働く人の健康を考察する学問は、産業医学、産業保健学、労働衛生学などと呼ばれています。

産業医は「大きな会社の社医」というイメージかと思いますが、今は法律で50人以上の企業に選任することが義務付けられています。産業医は医師なら誰でもなれるわけではなく、その多くが、日本医師会が行っている「産業医学基礎研修」を修了した先生です。

私は以前、専属産業医として常勤社員の産業医として企業に勤務したことがあり、また開業した今も、様々な業種の会社で産業医として勤めさせていただいています。

この仕事の醍醐味(だいごみ)は、なんといってもお医者さん以外とのつながりを持てることです。したがって、誤解が生じるかもしれないのを承知であえて言えば、まずは社長さんやその周りの方々の機嫌を取らないといけません。

かといって、社長さんの言いなりでは困るわけで、耳に痛いことも言わなくてはなりません。そういうことを言っても聞いてもらえるような関係になること、これが産業医として仕事をしていく中で、一番難しくもあり、楽しくもあるところです。ただ一度、懐に入ってしまえば社長さんや社員さんとのコミュニケーションもスムーズにとれるようになり、かなり仕事はやりやすくなります。ご自分の健康のこと、同僚の様子が心配だ、家族にこんな症状がある者がいるんだけど・・・と、いろいろな相談がくるようになります。

今、「健康経営」ということが言われていますが、健康で元気な社員があってこその健康で元気な会社。30年前にそうあるべきと思っていたことが、やっと行政の後押しもいただけ、そのような考えを持たれる企業も増えてきました。その中で産業医と契約される企業も増えてきていると思います。

もし、ご自分の会社に産業医がいらっしゃるようなら、職場巡視で産業医を見かけたときに声をかけてみてはいかがでしょうか。

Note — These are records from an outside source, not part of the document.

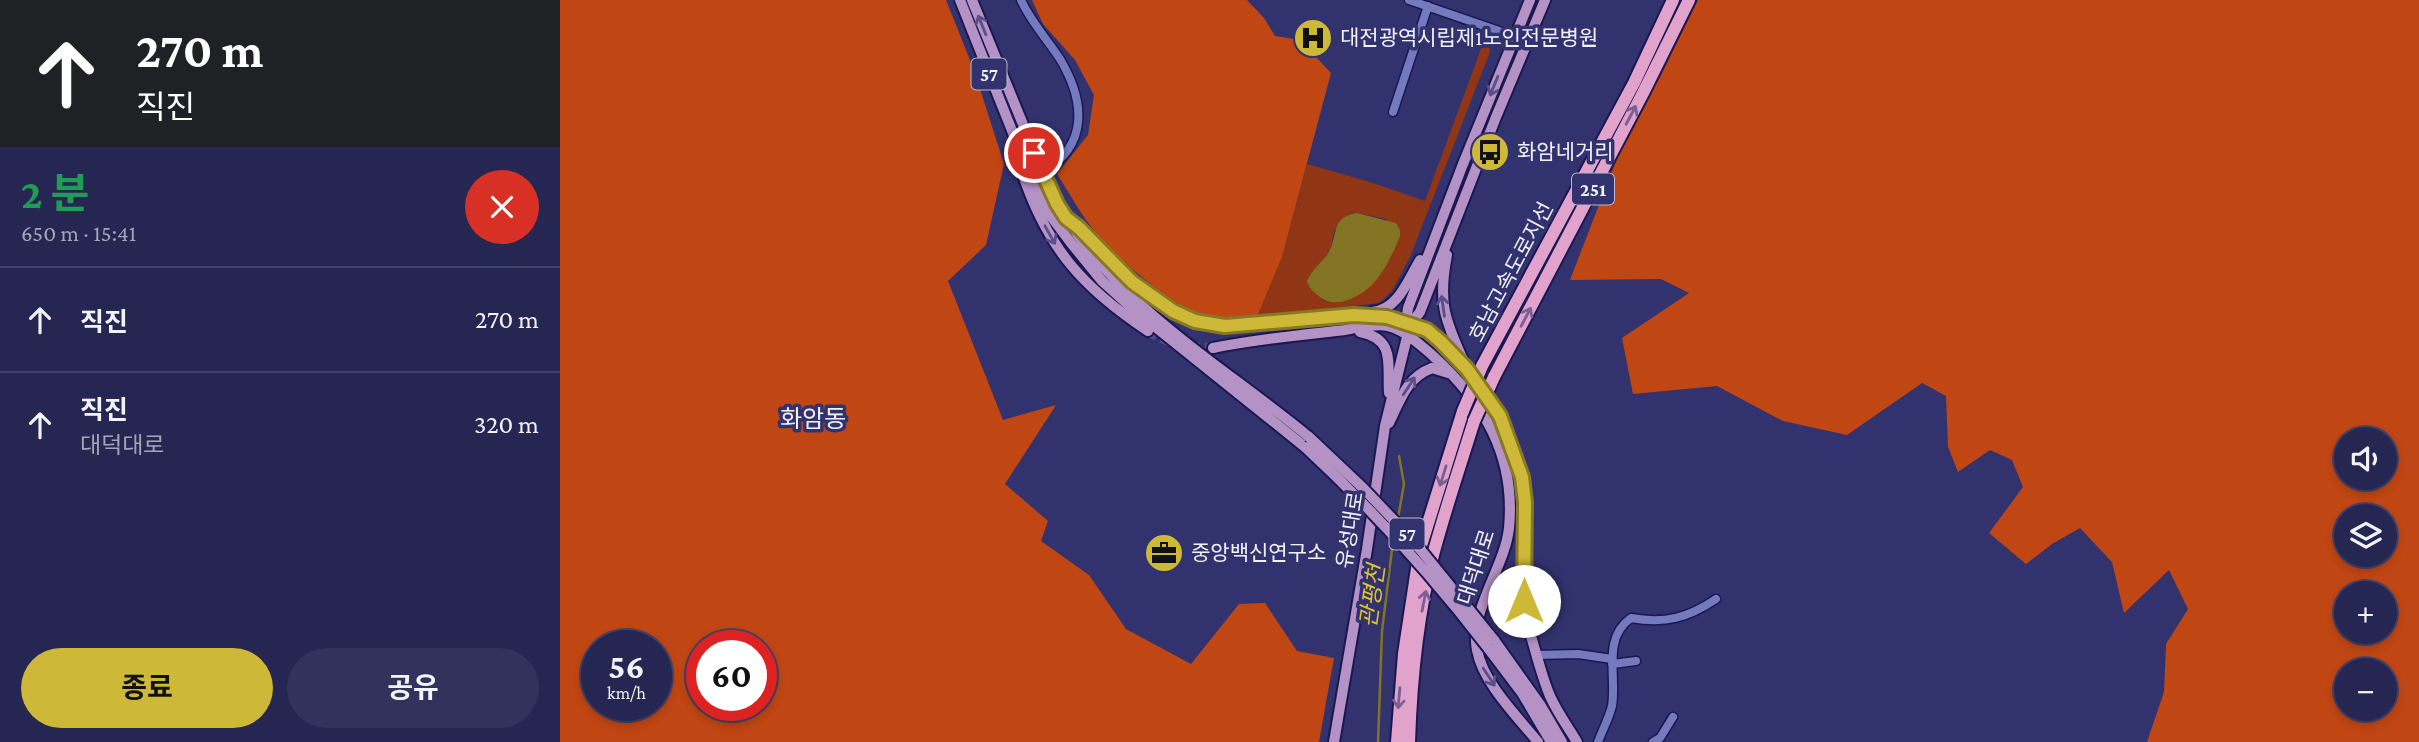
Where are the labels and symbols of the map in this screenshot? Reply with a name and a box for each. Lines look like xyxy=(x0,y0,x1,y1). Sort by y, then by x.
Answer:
one-way arrow xyxy=(974,15,987,36)
hospital icon: 대전광역시립제1노인전문병원 xyxy=(1292,17,1334,59)
place label: 대전광역시립제1노인전문병원 xyxy=(1340,26,1598,50)
road number: 57 xyxy=(972,58,1006,90)
one-way arrow xyxy=(1487,74,1500,96)
one-way arrow xyxy=(1625,105,1639,126)
pin xyxy=(1004,123,1064,183)
bus stop icon: 화암네거리 xyxy=(1469,131,1511,173)
place label: 화암네거리 xyxy=(1517,140,1614,164)
road number: 251 xyxy=(1572,174,1614,204)
street label: 호남고속도로지선 xyxy=(1464,198,1558,346)
one-way arrow xyxy=(1044,224,1057,245)
one-way arrow xyxy=(1437,295,1450,317)
one-way arrow xyxy=(1519,307,1533,328)
one-way arrow xyxy=(1402,377,1417,396)
district label: 화암동 xyxy=(780,405,846,432)
one-way arrow xyxy=(1435,464,1448,486)
street label: 유성대로 xyxy=(1332,490,1368,570)
road number: 57 xyxy=(1390,519,1424,550)
street label: 대덕대로 xyxy=(1453,527,1499,607)
office icon: 중앙백신연구소 xyxy=(1143,532,1185,574)
place label: 중앙백신연구소 xyxy=(1191,541,1326,565)
water label: 관평천 xyxy=(1355,560,1390,629)
position arrow xyxy=(1487,564,1561,638)
one-way arrow xyxy=(1417,590,1431,613)
speed limit sign: 60 xyxy=(686,630,777,721)
one-way arrow xyxy=(1482,667,1496,687)
one-way arrow xyxy=(1392,687,1405,709)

産業医は、自分の目と耳で職場の状態を把握、感じ取り、企業にアドバイスしています。職場巡視で目は使いますが、耳はみなさんからお話をいただかないと活かすことができません。「健診結果の説明を聞きたい」ということからでも構いません。あるいは、「こんにちは!」の挨拶だけでもいいと思います。せっかくですので、ぜひ活用していただければと思います。それがひいては、会社の環境改善につながっていくことも多々あります。

産業医の先生に相談してよかった、うちの会社に産業医がいてよかった、そんなことを一人でも多くの方に思ってもらいたくて、産業医という仕事をほんの少しですが、紹介させていただきました。